Avec les années, et surtout après sa première rencontre avec Staline lors de la conférence à Téhéran en 1943, le président américain est devenu encore plus convaincu que sa position était judicieuse. Le dirigeant soviétique lui a laissé une impression inoubliable. « Travailler avec lui c’est un plaisir », se souvenait-il plus tard. En outre, le patron de la Maison Blanche de l’époque exprimait l'espoir qu'ils pourraient coopérer encore avec Staline après la guerre. Mais ces bonnes relations ne se sont pas conservées.

Roosevelt est mort moins d'un mois avant la fin de la guerre. Quant à ses successeurs, ils ont radicalement changé la politique américaine envers l'Union soviétique.

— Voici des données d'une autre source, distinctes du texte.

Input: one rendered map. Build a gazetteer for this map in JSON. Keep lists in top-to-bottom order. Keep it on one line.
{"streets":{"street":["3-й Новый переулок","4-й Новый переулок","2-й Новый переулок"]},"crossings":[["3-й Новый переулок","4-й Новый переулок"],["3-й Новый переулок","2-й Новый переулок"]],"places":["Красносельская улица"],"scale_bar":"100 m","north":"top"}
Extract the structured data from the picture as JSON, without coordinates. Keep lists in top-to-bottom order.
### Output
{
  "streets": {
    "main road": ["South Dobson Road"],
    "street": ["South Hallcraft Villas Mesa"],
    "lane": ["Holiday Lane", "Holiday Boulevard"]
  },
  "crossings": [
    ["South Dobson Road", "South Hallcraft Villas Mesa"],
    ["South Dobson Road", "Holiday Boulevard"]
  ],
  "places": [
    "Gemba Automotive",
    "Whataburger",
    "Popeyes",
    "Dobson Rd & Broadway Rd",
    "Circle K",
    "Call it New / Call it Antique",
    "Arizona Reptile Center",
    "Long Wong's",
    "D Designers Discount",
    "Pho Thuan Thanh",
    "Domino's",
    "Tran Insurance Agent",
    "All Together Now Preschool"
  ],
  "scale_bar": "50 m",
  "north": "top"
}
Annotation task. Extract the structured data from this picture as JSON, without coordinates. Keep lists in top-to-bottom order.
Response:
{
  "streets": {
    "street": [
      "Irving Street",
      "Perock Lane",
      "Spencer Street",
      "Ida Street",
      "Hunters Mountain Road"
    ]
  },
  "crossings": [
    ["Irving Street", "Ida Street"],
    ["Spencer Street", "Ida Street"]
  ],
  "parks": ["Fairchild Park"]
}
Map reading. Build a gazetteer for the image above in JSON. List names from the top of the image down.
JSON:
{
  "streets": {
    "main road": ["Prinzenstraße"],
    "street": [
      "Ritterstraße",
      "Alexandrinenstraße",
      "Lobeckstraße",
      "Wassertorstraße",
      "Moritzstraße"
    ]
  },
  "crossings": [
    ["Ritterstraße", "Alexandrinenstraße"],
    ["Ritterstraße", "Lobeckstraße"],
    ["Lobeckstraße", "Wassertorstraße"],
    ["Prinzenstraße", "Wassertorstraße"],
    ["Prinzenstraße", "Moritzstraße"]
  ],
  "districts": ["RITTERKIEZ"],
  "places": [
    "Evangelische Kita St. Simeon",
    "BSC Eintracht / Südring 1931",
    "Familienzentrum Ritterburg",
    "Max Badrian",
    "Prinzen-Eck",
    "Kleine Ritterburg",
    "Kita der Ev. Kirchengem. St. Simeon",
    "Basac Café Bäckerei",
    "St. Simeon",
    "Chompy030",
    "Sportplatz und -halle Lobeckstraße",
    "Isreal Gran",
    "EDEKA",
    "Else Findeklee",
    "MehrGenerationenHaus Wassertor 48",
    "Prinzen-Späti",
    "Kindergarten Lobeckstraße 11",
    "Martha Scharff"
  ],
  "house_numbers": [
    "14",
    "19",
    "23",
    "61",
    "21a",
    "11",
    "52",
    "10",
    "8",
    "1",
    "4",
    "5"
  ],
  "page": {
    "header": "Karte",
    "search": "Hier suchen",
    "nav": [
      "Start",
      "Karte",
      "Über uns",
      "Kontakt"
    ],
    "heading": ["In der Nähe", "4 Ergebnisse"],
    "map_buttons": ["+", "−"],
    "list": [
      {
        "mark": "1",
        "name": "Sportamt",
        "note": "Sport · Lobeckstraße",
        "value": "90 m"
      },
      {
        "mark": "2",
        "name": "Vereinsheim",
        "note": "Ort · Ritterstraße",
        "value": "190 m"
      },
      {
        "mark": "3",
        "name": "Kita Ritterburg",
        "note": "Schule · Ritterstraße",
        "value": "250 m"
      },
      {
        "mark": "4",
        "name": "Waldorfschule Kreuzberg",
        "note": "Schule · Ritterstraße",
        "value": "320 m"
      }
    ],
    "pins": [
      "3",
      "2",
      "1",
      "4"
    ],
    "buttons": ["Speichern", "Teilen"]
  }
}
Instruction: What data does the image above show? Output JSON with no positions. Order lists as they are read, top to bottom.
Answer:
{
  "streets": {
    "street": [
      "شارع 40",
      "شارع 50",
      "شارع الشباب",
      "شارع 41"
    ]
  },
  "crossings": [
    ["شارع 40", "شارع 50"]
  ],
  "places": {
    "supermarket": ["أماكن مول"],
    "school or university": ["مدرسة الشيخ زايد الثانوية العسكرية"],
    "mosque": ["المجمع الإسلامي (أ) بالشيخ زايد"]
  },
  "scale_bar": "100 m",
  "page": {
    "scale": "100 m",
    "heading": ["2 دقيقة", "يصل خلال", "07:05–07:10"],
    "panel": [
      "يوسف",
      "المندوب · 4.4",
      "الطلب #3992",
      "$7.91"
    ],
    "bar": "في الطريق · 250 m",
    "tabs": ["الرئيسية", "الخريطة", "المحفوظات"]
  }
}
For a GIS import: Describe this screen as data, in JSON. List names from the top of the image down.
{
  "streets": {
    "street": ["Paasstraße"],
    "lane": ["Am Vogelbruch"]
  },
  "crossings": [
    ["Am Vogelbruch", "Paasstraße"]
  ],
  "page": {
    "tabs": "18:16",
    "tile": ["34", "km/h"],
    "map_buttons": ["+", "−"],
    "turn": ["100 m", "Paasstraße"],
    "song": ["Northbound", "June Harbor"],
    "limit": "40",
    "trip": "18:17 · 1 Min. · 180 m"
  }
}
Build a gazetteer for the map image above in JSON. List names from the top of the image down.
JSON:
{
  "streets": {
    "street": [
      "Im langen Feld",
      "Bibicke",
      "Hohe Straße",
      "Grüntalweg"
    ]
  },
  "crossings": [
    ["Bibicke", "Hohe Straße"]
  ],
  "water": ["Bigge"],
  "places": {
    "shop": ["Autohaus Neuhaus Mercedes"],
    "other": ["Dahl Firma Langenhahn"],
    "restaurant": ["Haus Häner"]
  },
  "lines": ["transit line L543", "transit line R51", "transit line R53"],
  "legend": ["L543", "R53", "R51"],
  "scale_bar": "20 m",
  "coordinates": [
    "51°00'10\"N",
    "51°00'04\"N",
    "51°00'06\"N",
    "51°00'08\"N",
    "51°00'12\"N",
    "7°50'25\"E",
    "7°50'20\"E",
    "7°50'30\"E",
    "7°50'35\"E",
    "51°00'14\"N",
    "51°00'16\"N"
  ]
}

« Qui sait, peut-être que les choses auraient pu se passer autrement si Roosevelt avait survécu jusqu’à la victoire »,poursuit Miroslav Morozov. « Car après que l'Allemagne nazie et le Japon militariste soient sortis du champ de la politique internationale, ce sont des contradictions entre les soi-disant démocraties occidentales et l’Union soviétique, qui sont ressorties sur le premier plan. Tôt ou tard, vu ces circonstances, une « guerre froide » commencerait. Et l'Amérique aurait pu jouer dans cette guerre un rôle clé ».

Ainsi, depuis plus d'un demi siècle, l’« amitié sincère » entre Moscou et Washington, dont rêvait Roosevelt, reste un rêve. Les années 1940 correspondent vraiment à l’apogée des relations russo-américaines. Et on ignore si ces relations vont encore pouvoir se rechauffer.